And don’t be discouraged if an area you are planning to hunt has been recently burned: Turkeys love fried grasshoppers and other crispy critters. Flocks will move back into a burned area before all the smoldering stumps have gone cold.
The following are a few public areas in which hunting efforts have been perennially successful.
Central Mississippi’s Big 3
Bienville, Caney Creek and Tallahala WMAs in the central counties occupy an enormous amount of the Bienville National Forest. The land is a combination of creek bottom hardwoods and piney hills, hardwood ridges and natural prairies.
Some of the trees there are on an 80-year harvest rotation. There are few places like it in the southeast. Controlled burning underneath the towering pines and selective harvest has allowed a resurgence of forbs and brassicas benefitting all wildlife. Turkeys are plentiful, but trophy birds here are not easy to hunt.
To reduce pressure, the first weeks of the spring season is limited to draw hunts only on these three WMAs.
According to the MDWFP, the draw hunts are used on WMAs to distribute hunting opportunity and pressure while providing higher quality, safer hunting experiences for the public.
Richard Latham of Scott County grew up hunting the birds of Central Mississippi, and has hunted them is just about every state with a wild turkey population. Patience is key on these public lands, he said.
“Because of the proximity of the Bienville National Forest to major population areas such as Jackson and Meridian, you’d expect them to get a lion’s share of the hunting activity,” Latham said. “And in a sense that is true, but as the season progresses and hens start to nest, surviving gobblers, or should I say smart ones, become easier to hunt, but hunting pressure diminishes.”

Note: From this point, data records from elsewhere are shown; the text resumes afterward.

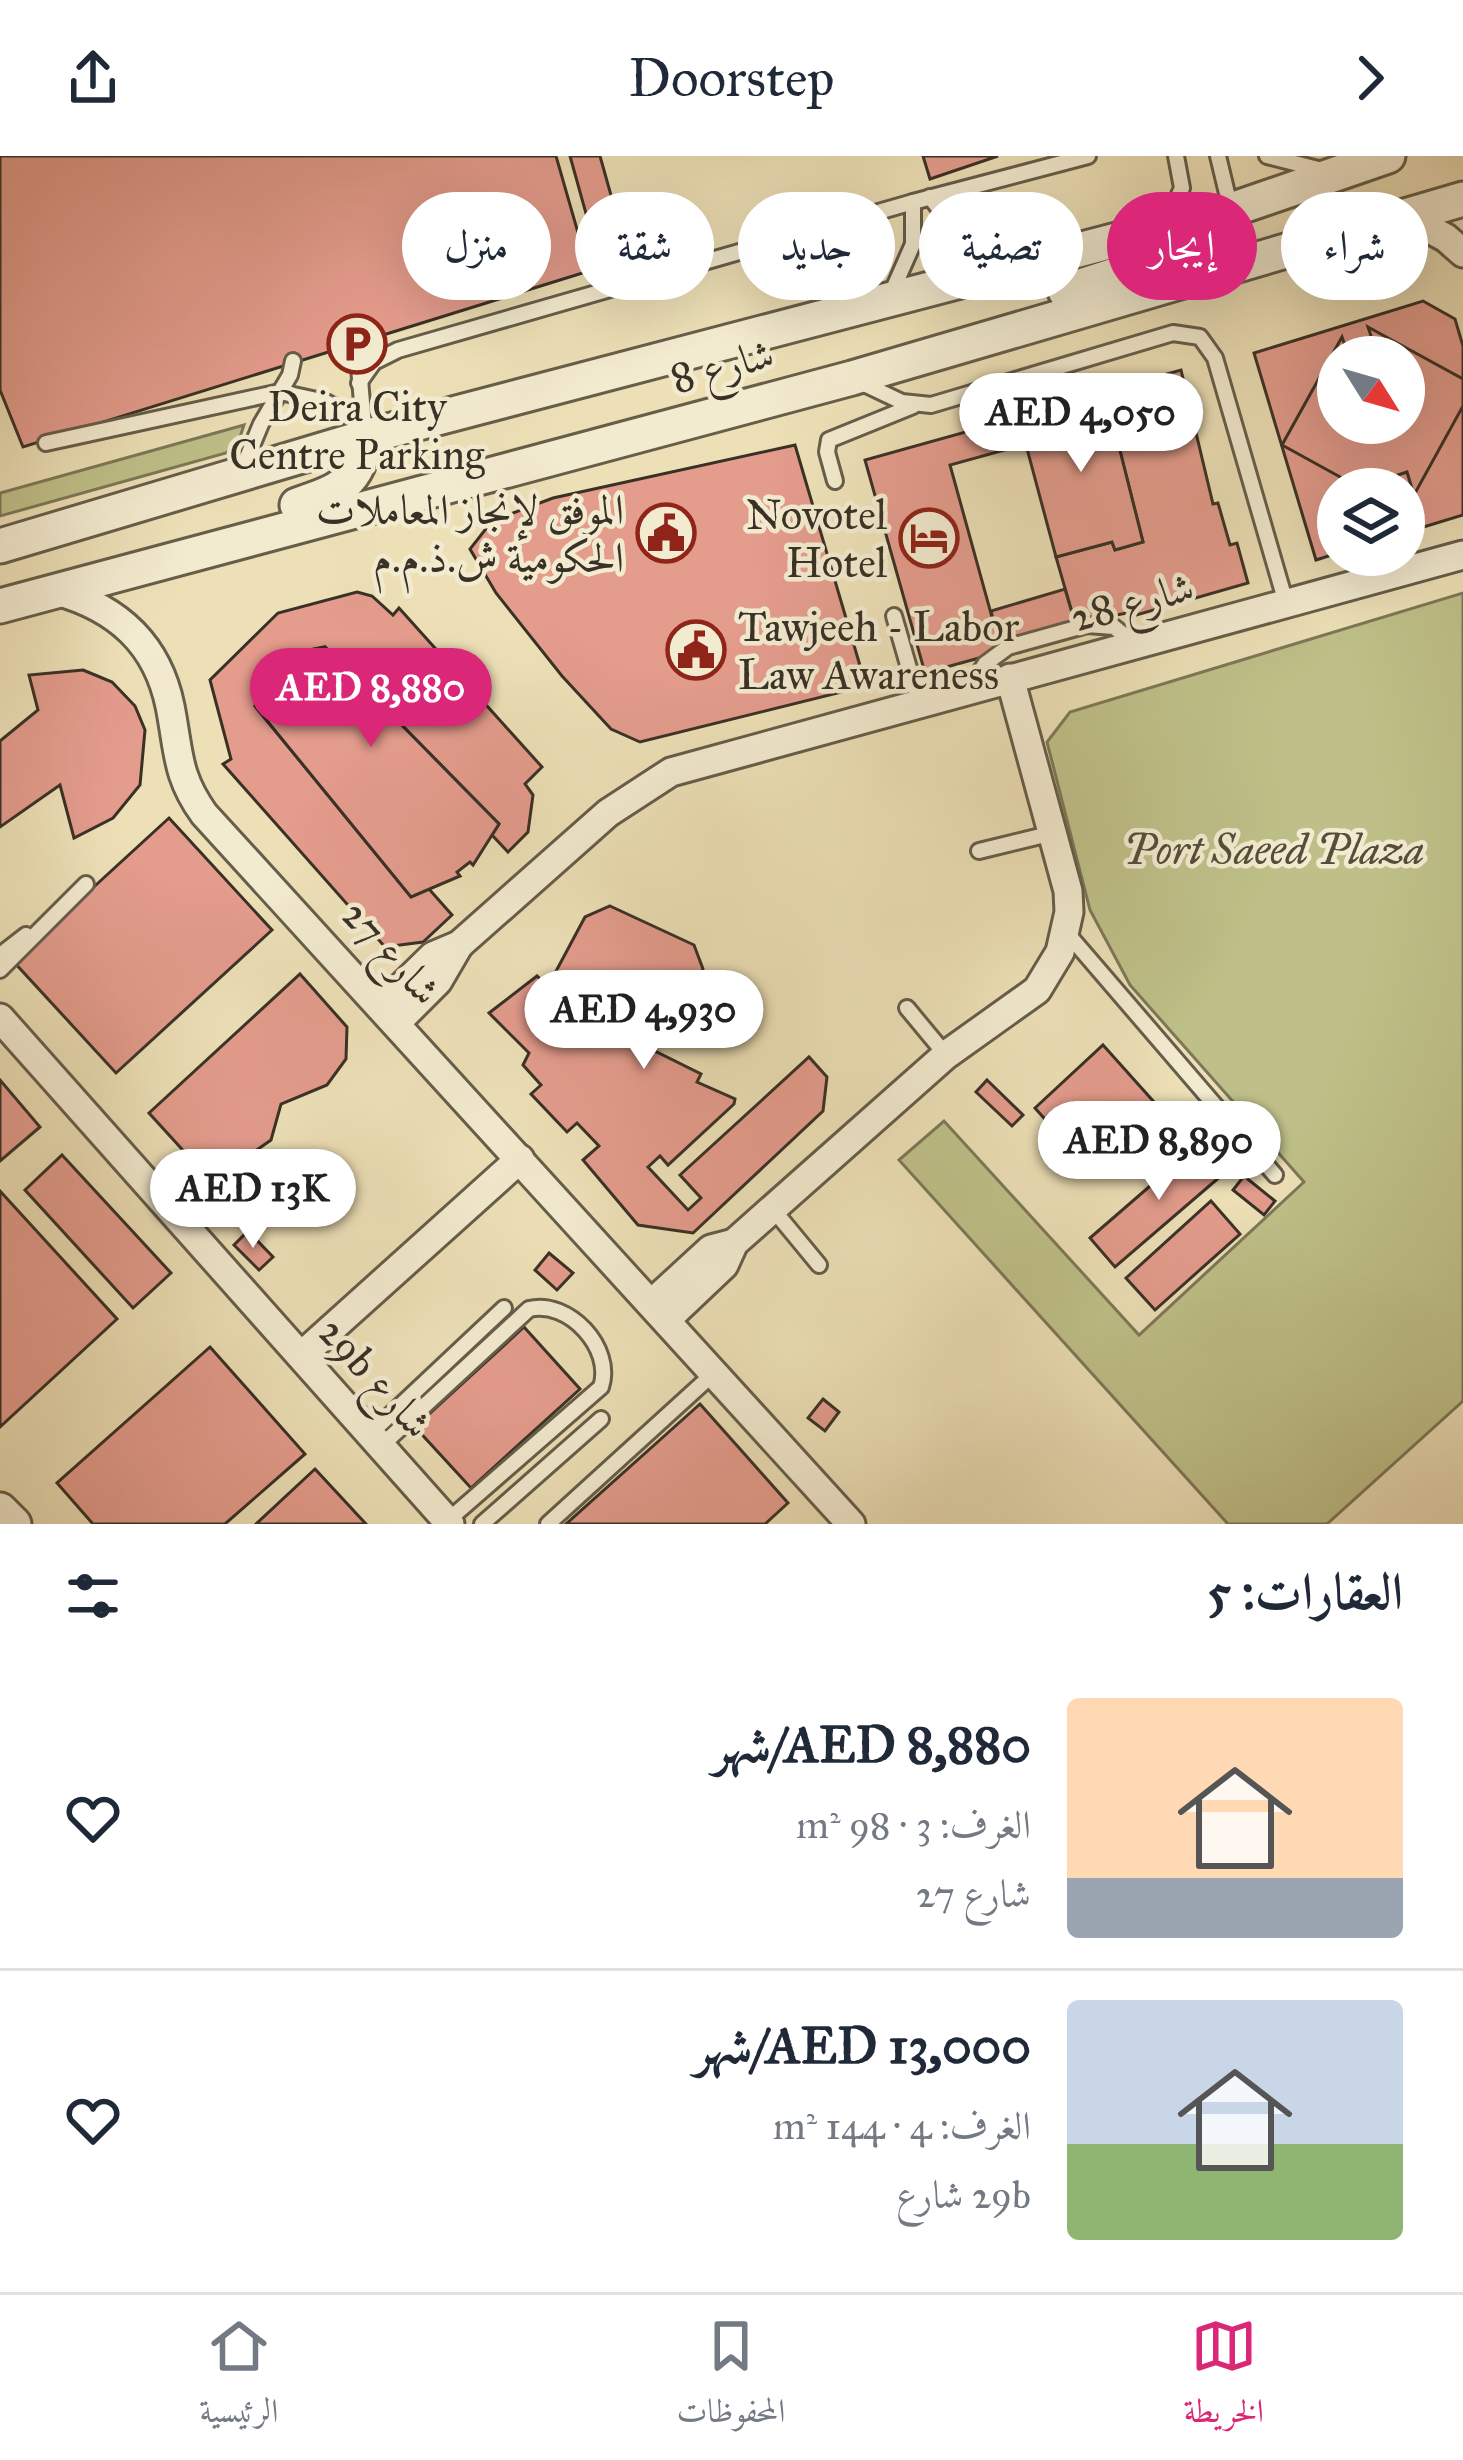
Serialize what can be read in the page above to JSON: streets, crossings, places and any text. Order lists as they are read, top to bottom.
{
  "streets": {
    "street": [
      "شارع 8",
      "شارع 28",
      "شارع 27",
      "29b شارع"
    ]
  },
  "crossings": [
    ["شارع 8", "شارع 27"],
    ["شارع 28", "شارع 27"]
  ],
  "parks": ["Port Saeed Plaza"],
  "places": {
    "parking": ["Deira City Centre Parking"],
    "public building": ["الموفق لإنجاز المعاملات الحكومية ش.ذ.م.م", "Tawjeeh - Labor Law Awareness"],
    "hotel": ["Novotel Hotel"]
  },
  "north": "bottom right",
  "page": {
    "header": "Doorstep",
    "chip": [
      "شراء",
      "إيجار",
      "تصفية",
      "جديد",
      "شقة",
      "منزل"
    ],
    "price": [
      "AED 4,050",
      "AED 8,880",
      "AED 4,930",
      "AED 8,890",
      "AED 13K"
    ],
    "heading": "العقارات: 5",
    "list": [
      {
        "name": "AED 8,880/شهر",
        "note": "الغرف: 3 · 98 m² · شارع 27"
      },
      {
        "name": "AED 13,000/شهر",
        "note": "الغرف: 4 · 144 m² · 29b شارع"
      }
    ],
    "tabs": ["الخريطة", "المحفوظات", "الرئيسية"]
  }
}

Gobblers are very active in the morning, gobbling more in the early hours, but hens keep them occupied. Once a tom gets with hens he is almost impossible to call away. But, once the hens have started nesting there are fewer females to occupy the gobblers time.
“I love turkey hunting anytime,” Latham said. “The afternoons in April may be one of the best times for public land. I know this is a big if, but if you know where a nesting area is, hunt between there and a roosting area or feeding area in the afternoons. Be prepared for a satellite gobbler to move in if a dominant bird is gobbling.”
“One way not to kill a turkey is the hoot and run method,” Latham said. “I can’t remember how many times I’ve heard a vehicle stop, somebody hoot once, then hearing no immediate response, drive away. Get in the woods to hear turkeys.”
Homochitto National Forest
Outdoor writer Jim Spencer and his Mississippi bride Jill Easton enjoy hunting public land in the Magnolia State. One of their favorite areas is the Homochitto National Forest in Southwest Mississippi, another turkey-rich zone.
“We like to hunt the public land in Mississippi as part of our spring turkey hunting excursions,” said Spencer, who has written about turkey hunting in a collection of hunting stories titled Bad Birds. “There are a lot of birds there, but they get a lot of pressure, just as birds do on most public land.”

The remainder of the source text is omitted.